Palestinian unity: supported by masses, opposed by occupiers

On May 4, the
Palestinian National Reconciliation Agreement was signed in Cairo
calling for the creation of a unified Palestinian government. The
central parties to the agreement were Fatah, the ruling party of the
Palestinian Authority in the West Bank, and Hamas (Islamic Resistance
Movement), the ruling party in Gaza.

Twelve other
organizations, including the Popular Front for the Liberation of
Palestine, Islamic Jihad, Democratic Front for the Liberation of
Palestine, and Palestinian People’s Party also signed the unity
accord.

The new Egyptian
government played a key role in negotiating the agreement. Cairo has
announced that it will open the Egypt-Gaza border, ending the Mubarak
policy of collaborating with Israel and U.S. imperialism in
maintaining the brutal blockade of 1.5 million Palestinians living in
Gaza. Both the unity agreement and the expected opening of the border
were made possible by the Egyptian revolution.

Another important
factor was the recent rise of a Palestinian youth-led movement
holding demonstrations and other activities calling for unity. The
rise of this new youth-based movement was in part inspired by the
revolutionary uprisings in Tunisia, Egypt and other countries in the
region.

The response of
the U.S. and Israeli governments to the agreement has been one of
hostility, threats and demands. On May 9, Israel announced that it
was suspending the turnover of taxes to the PA on goods shipped from
Israel to the West Bank, which has caused 155,000 employees of the PA
in the West Bank and Gaza to go unpaid.

At the same time,
while feigning dismay, many top Israeli leaders see the agreement as
helping to justify their real policy of pretending to be for peace
while grabbing more and more Palestinian land.
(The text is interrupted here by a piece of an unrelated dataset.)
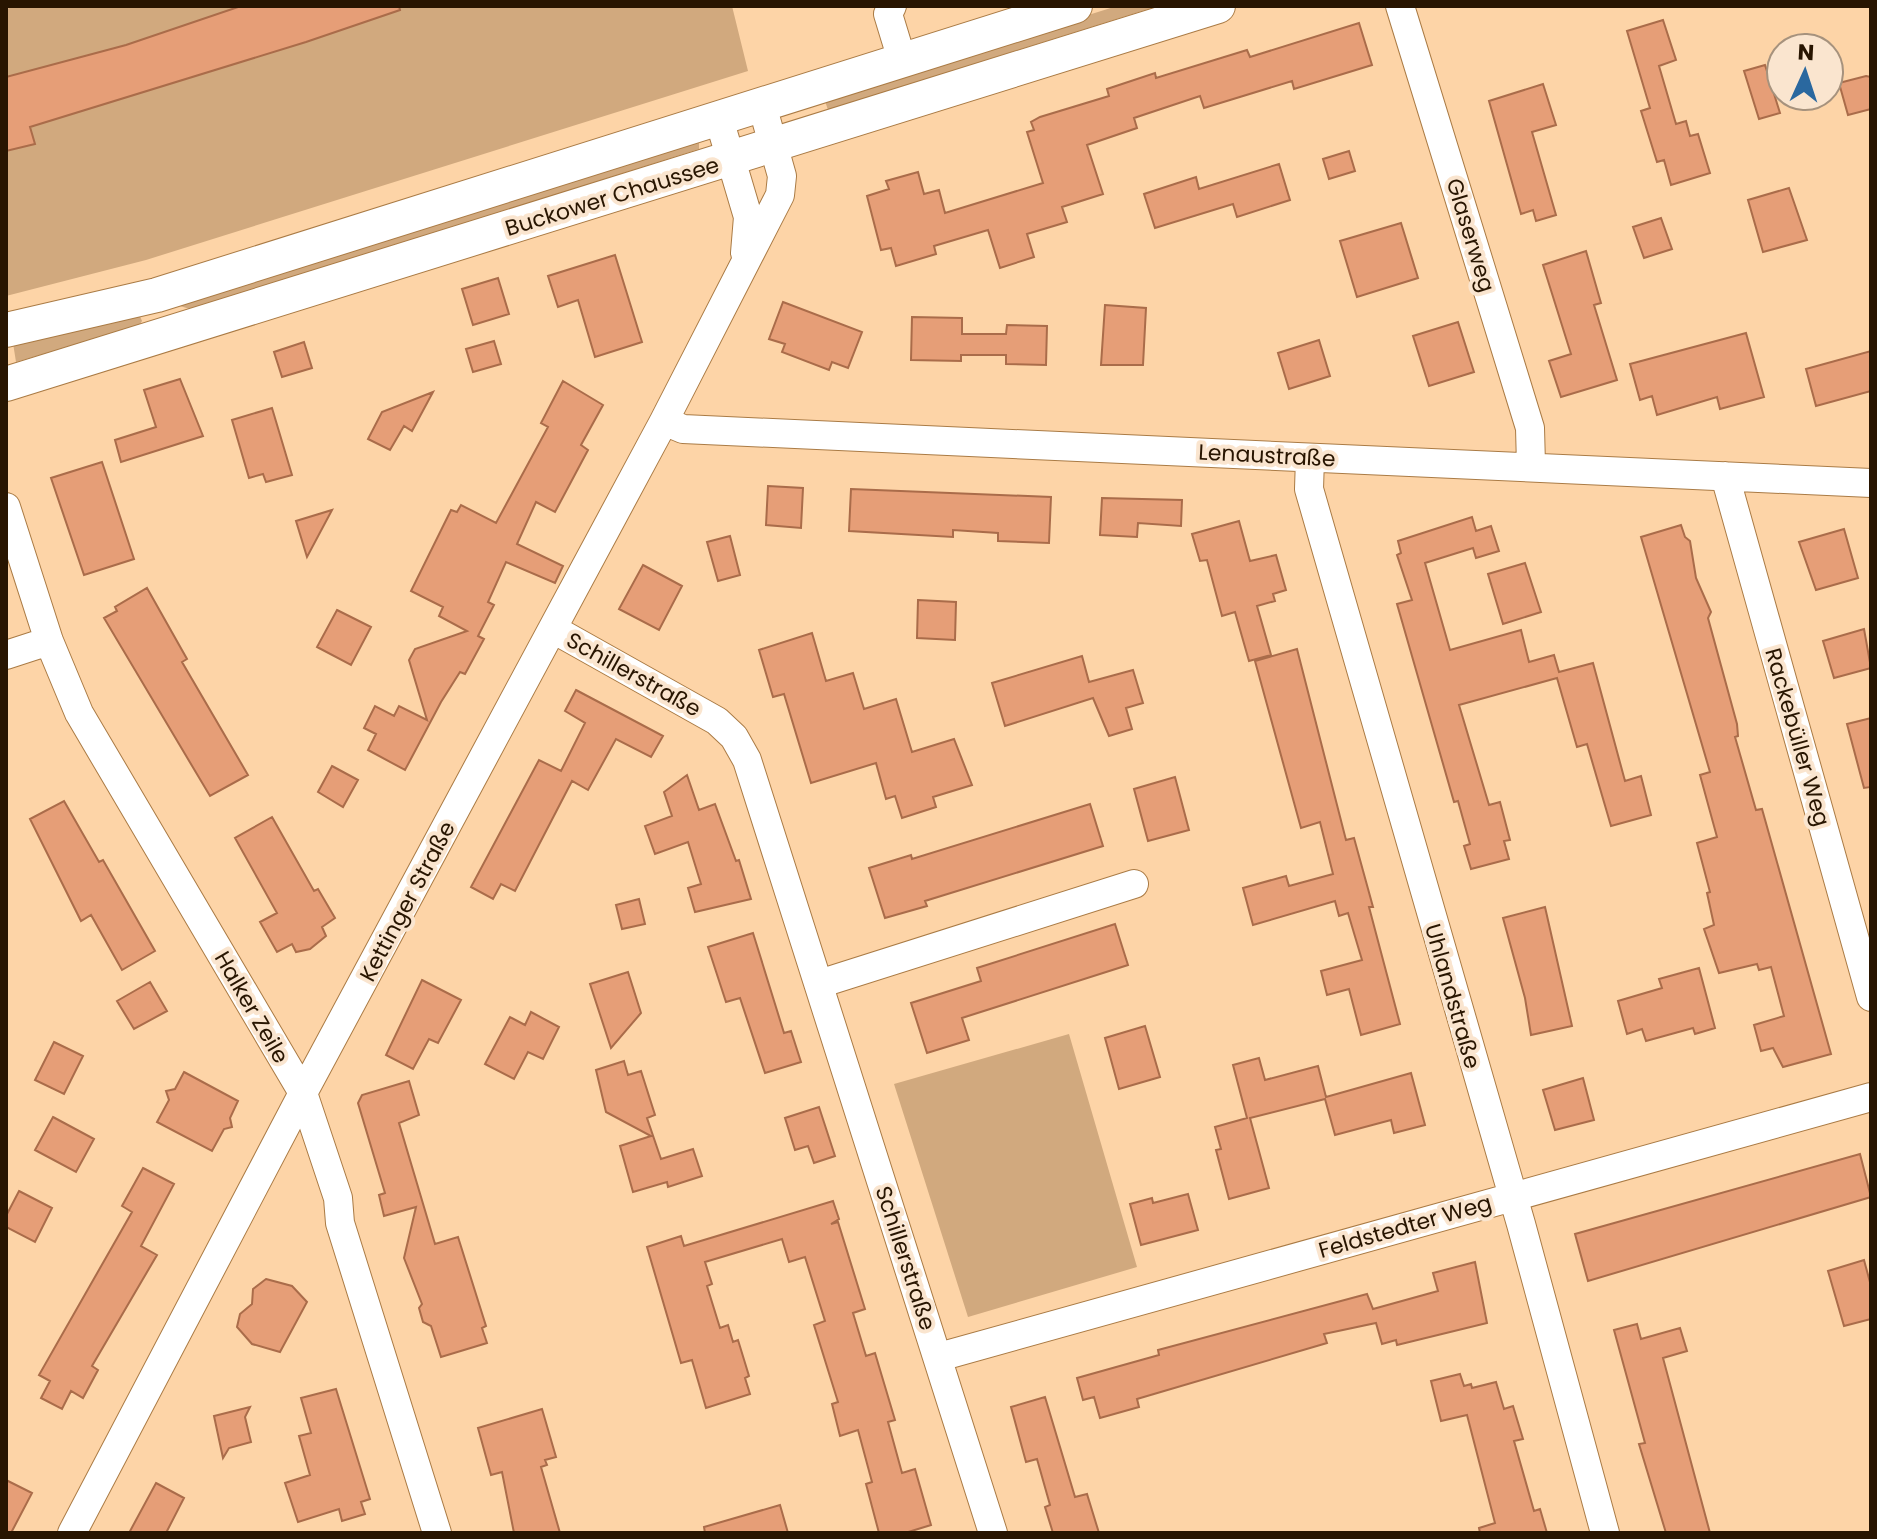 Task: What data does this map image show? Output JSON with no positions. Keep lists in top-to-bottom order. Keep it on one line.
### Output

The inclusion of
Hamas, which the U.S. and Israel have labeled a “terrorist
organization,” has served as a new pretext for the Netanyahu
government to continue avoiding negotiations.

Main points of
the agreement

Points of the
agreement include:

  • Presidential,
    legislative and Palestine National Council elections will be
    scheduled one year after the signing of the accord. Fatah and Hamas
    will jointly agree upon the formation of an electoral commission and
    electoral court.

  • Fatah
    and Hamas agree to form a Palestinian government and to appoint the
    prime minister and ministers in consensus between them.

  • Affirmation
    of the role of the Palestine Liberation Organization as the
    representative of the Palestinian people. Whether or not Hamas will
    now join the PLO is not clear.

  • Formation of
    a Higher Security Committee made up of officers decided by
    consensus.

  • The
    agreement includes several points on the functions of the interim
    government, including preparation for elections; addressing main
    issues of “internal Palestinian reconciliation”; efforts for
    reconstruction and an end to the blockade of Gaza; and overcoming
    problems of division and “unification of the Palestinian National
    Authority institutions in the West Bank, Gaza Strip and Jerusalem.”

  • Reactivation
    of the Palestinian Legislative Council (parliament.)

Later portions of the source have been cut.